Night soil
My new translation for Néojaponisme, IZUMI Kyōka's "Night fishing" (夜釣), is up. (And thanks to Boing Boing and apparently William Gibson [!] for the extra publicity and ego fuel.)
A few people have expressed confusion over what exact sequence of events it is supposed to depict. To that, I answer only "amorphous dread". Other folks have wondered what the "like this" in the final sentence means. This is a translation issue, so I will step up to the plate. The source I am translating there is 恁う, kō. Although you very rarely see it written with that kanji today, it is the common word kō that means "like this" and runs with sō ("like that") dō ("like what"), and so on.
The NJ comment thread hypothesizes that this is meant to represent a sort of surprise physical ending, like telling a campfire story quietly and then shouting at the end to shock your audience. This is what I intended. Kyōka carefully frames the piece as a tale related verbally, though it was of course published in printed form, and although I did take advantage of certain facts of English syntax to rework the final revelation of imagery, I don't think I have strayed too far from his original intentions.
And here's a special bonus for blog readers. "Night fishing" was originally published in the Sunday Mainichi in 1911. Aozora's copy includes an extra, entirely unrelated paragraph at the end, separated by a diamond. It seems pretty clearly intended to fill up space. I'm not sure if Kyōka wrote it himself or whether some sub-editor threw it in, but here it is:
Santō Kyōden would work so feverishly when writing a story that he forgot even to sleep and eat. When a new story idea came to him, he would leap up and run to his writing desk, even if it was the middle of the night.

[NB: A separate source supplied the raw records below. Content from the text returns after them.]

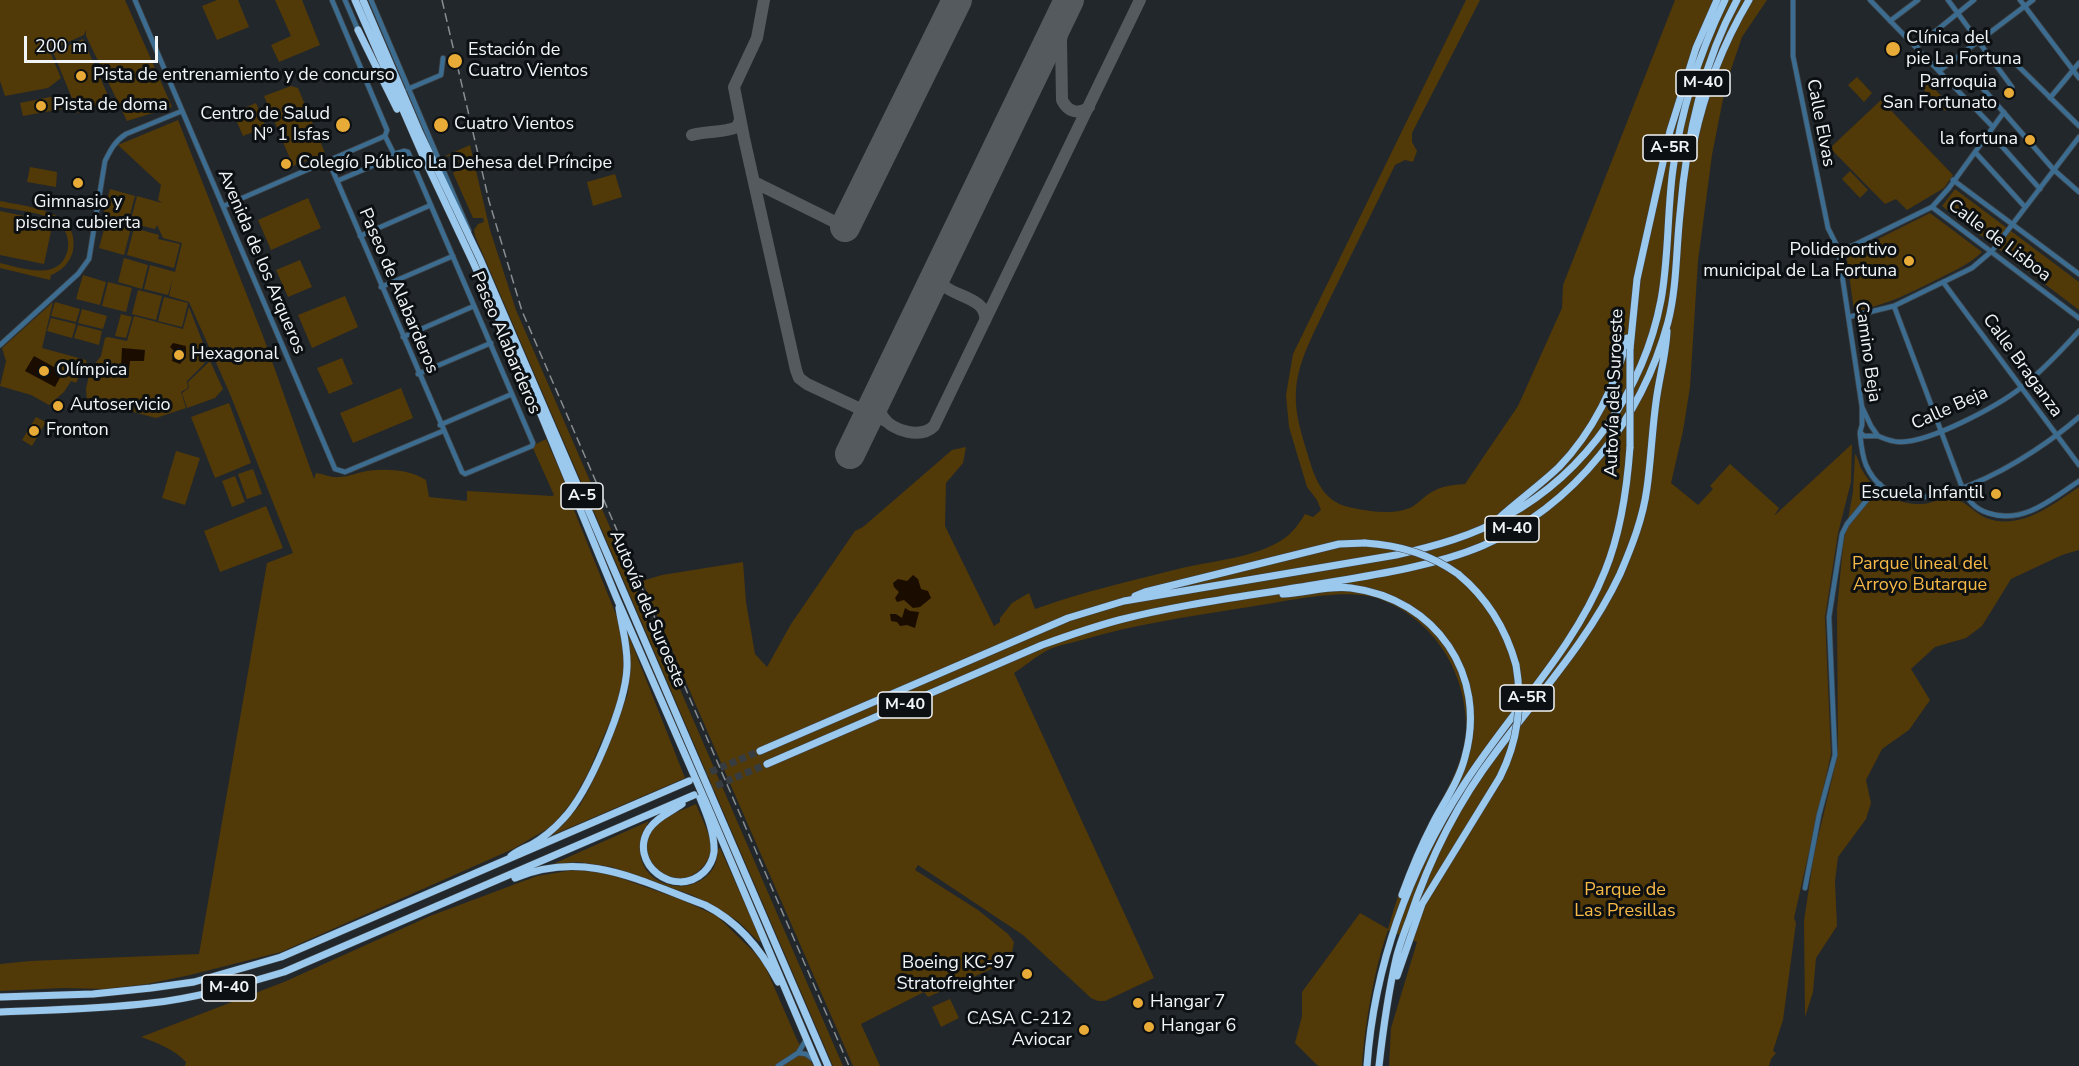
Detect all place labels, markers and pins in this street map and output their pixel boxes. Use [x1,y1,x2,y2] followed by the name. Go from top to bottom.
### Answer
[1906,28,2021,70] place label: Clínica del pie La Fortuna
[468,40,588,82] place label: Estación de Cuatro Vientos
[1884,40,1902,58] marker: Clínica del pie La Fortuna
[446,52,464,70] marker: Estación de Cuatro Vientos
[93,65,395,87] place label: Pista de entrenamiento y de concurso
[74,69,88,83] marker: Pista de entrenamiento y de concurso
[1883,72,1997,115] place label: Parroquia San Fortunato
[2002,86,2016,100] marker: Parroquia San Fortunato
[53,95,168,117] place label: Pista de doma
[34,99,48,113] marker: Pista de doma
[200,104,330,146] place label: Centro de Salud Nº 1 Isfas
[454,114,574,136] place label: Cuatro Vientos
[334,116,352,134] marker: Centro de Salud Nº 1 Isfas
[432,116,450,134] marker: Cuatro Vientos
[1940,129,2018,151] place label: la fortuna
[2023,133,2037,147] marker: la fortuna
[298,153,612,175] place label: Colegío Público La Dehesa del Príncipe
[279,157,293,171] marker: Colegío Público La Dehesa del Príncipe
[71,176,85,190] marker: Gimnasio y piscina cubierta
[15,192,141,234] place label: Gimnasio y piscina cubierta
[1703,240,1897,282] place label: Polideportivo municipal de La Fortuna
[1902,254,1916,268] marker: Polideportivo municipal de La Fortuna
[191,344,279,366] place label: Hexagonal
[172,348,186,362] marker: Hexagonal
[56,360,127,382] place label: Olímpica
[37,364,51,378] marker: Olímpica
[70,395,171,417] place label: Autoservicio
[51,399,65,413] marker: Autoservicio
[46,420,109,442] place label: Fronton
[27,424,41,438] marker: Fronton
[1861,483,1984,505] place label: Escuela Infantil
[1989,487,2003,501] marker: Escuela Infantil
[897,953,1015,996] place label: Boeing KC-97 Stratofreighter
[1020,967,1034,981] marker: Boeing KC-97 Stratofreighter
[1150,992,1225,1014] place label: Hangar 7
[1131,996,1145,1010] marker: Hangar 7
[967,1009,1072,1052] place label: CASA C-212 Aviocar
[1161,1016,1236,1038] place label: Hangar 6
[1142,1020,1156,1034] marker: Hangar 6
[1077,1023,1091,1037] marker: CASA C-212 Aviocar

He would eventually become so deeply engrossed in his work that even going to the bathroom felt like a waste of precious time -- and so, they say, he kept the chamber pot beside his writing desk.
language hat:
Very nice -- thanks for linking it!
Me, I'd translate chameshi as "tea-rice"; it may not be perfect (yeah, yeah, soya), but at least it gives a general idea, whereas chameshi is just an undigested lump of Local Color.